Israël avance à Rafah, seul contre tous

Israël avance à Rafah, seul contre tous
Israël avance à Rafah, seul contre tous

D’un coup d’accélérateur, le tank aplatit les lettres «J’aime Gaza.» Il était encore tôt mardi matin lorsque l’armée israélienne a annoncé s’être emparée du terminal de Rafah, le long de la frontière égyptienne, après une intense nuit de bombardements sur cette ville où sont retenus 1,5 million de réfugiés gazaouis.

Les espoirs d’une trêve, qui ont suivi l’annonce surprise lundi soir par le Hamas de l’approbation d’un accord proposé par l’Egypte et le Qatar, ont rapidement cédé la place à la désillusion. Juge “loin des revendications fondamentales d’Israël”l’accord a été renié par le cabinet de guerre, qui a décidé à l’unanimité de poursuivre l’opération à Rafah « afin d’exercer une pression militaire sur le Hamas et de faire avancer la libération de nos otages et d’autres objectifs de guerre »selon le communiqué publié par le cabinet du Premier ministre.

L’armée israélienne a profité de la nuit pour prendre le contrôle de la frontière entre Gaza et l’Egypte, et d’une partie du corridor de Philadelphie, cette route longue de 14 km qui fait office de zone tampon avec l’Egypte, sans rencontrer de résistance significative. “C’est une prise très stratégique, a déclaré Chuck Freilich, ancien conseiller adjoint à la sécurité nationale en Israël. Ce point de passage cache des tunnels par lesquels circulent les activités de contrebande du Hamas. L’opération, limitée, semble destinée à faire pression sur le groupe et à le pousser à accepter un accord. »

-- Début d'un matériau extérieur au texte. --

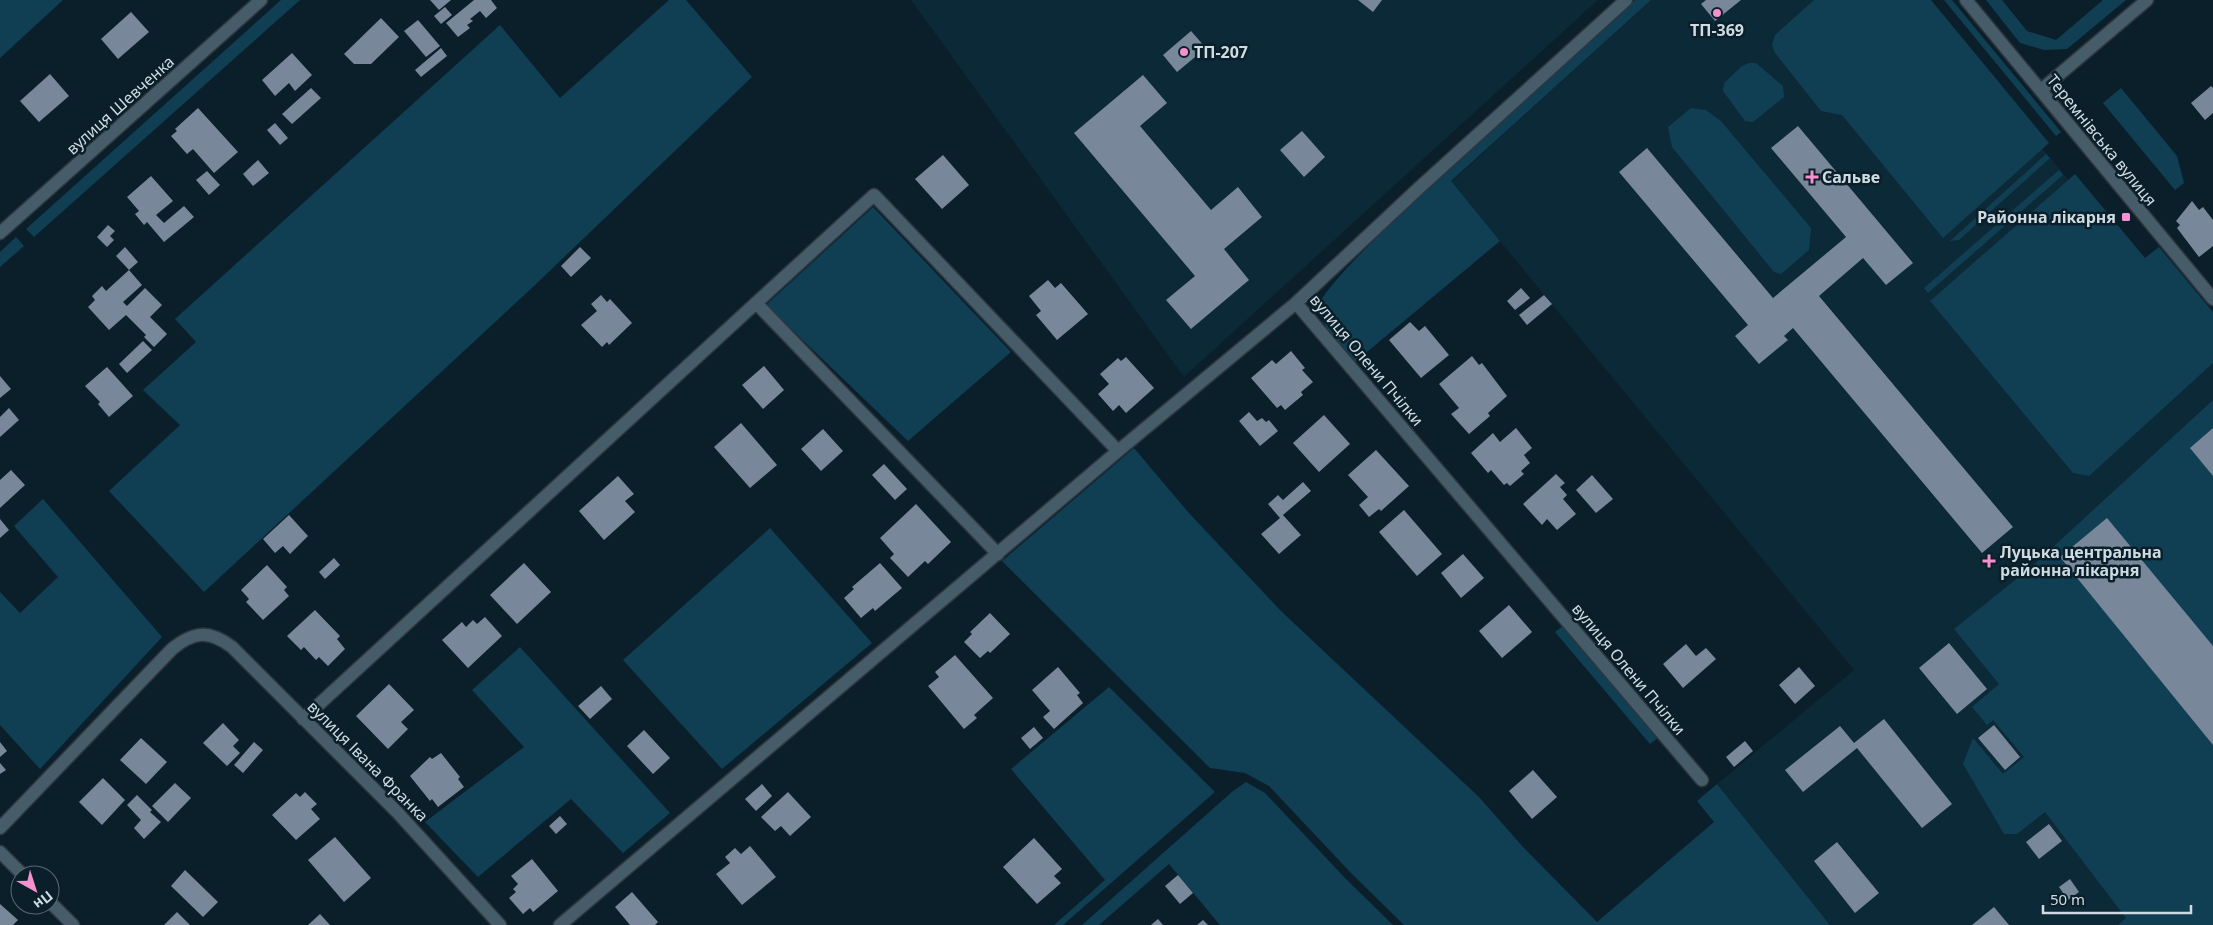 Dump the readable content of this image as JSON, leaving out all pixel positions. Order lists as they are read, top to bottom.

« Israël ne peut pas paraître faible »

En cantonnant ses déplacements à la frontière égyptienne et en médiateur de cette conquête militaire, Benjamin Netanyahu joue avec les nerfs de son allié américain, hostile à l’invasion de Rafah, mais qui, selon le site Axios, aurait manqué de transparence dans la rédaction du un nouvel accord.

Sa position dure s’adresse à son opinion publique. « Netanyahu et ses acolytes, en particulier ceux qui ont une expérience militaire (Benny Gantz et Gadi Eizenkot), veulent dire au public juif israélien, qui soutient massivement la guerre, qu’Israël a agi à Rafah, » déclare Ori Goldberg, maître de conférences en études sur le Moyen-Orient à l’Université Reichman. Dans son propre esprit, Israël ne peut pas paraître faible, mais l’acceptation d’un accord a été présentée comme une capitulation. »

Surtout, ses partenaires politiques de droite radicale et religieuse ont menacé de quitter la coalition si un accord était signé avec le Hamas. De quoi provoquer l’effondrement de la coalition, et la fin politique de Benyamin Netanyahu. Pris entre le marteau de ses alliances politiques encombrantes et l’enclume de son allié américain, le Premier ministre israélien contourne les obstacles en jouant pour gagner du temps.

Le mythe de la « victoire totale »

« Cela me fait horreur de le dire, mais cette guerre profite à sa survie politique : il la fait sciemment durer» déclare Chuck Freilich, aujourd’hui chercheur à l’Institut d’études sur la sécurité nationale (INSS). Pour moi, la guerre s’est terminée en décembre. Depuis, il ne s’agit plus que d’opérations statiques. Mais Benjamin Netanyahou ne peut pas dire que la guerre est finie, car il n’a pas obtenu de victoire militaire. Alors il pousse à entrer à Rafah, et entretient le mythe d’une « victoire totale » qui n’a plus de sens aujourd’hui. »

Israël doit encore envoyer une délégation au Caire pour poursuivre les négociations. Les prochains jours diront si ce début d’opération à Rafah a mis ou non une pression sur le Hamas.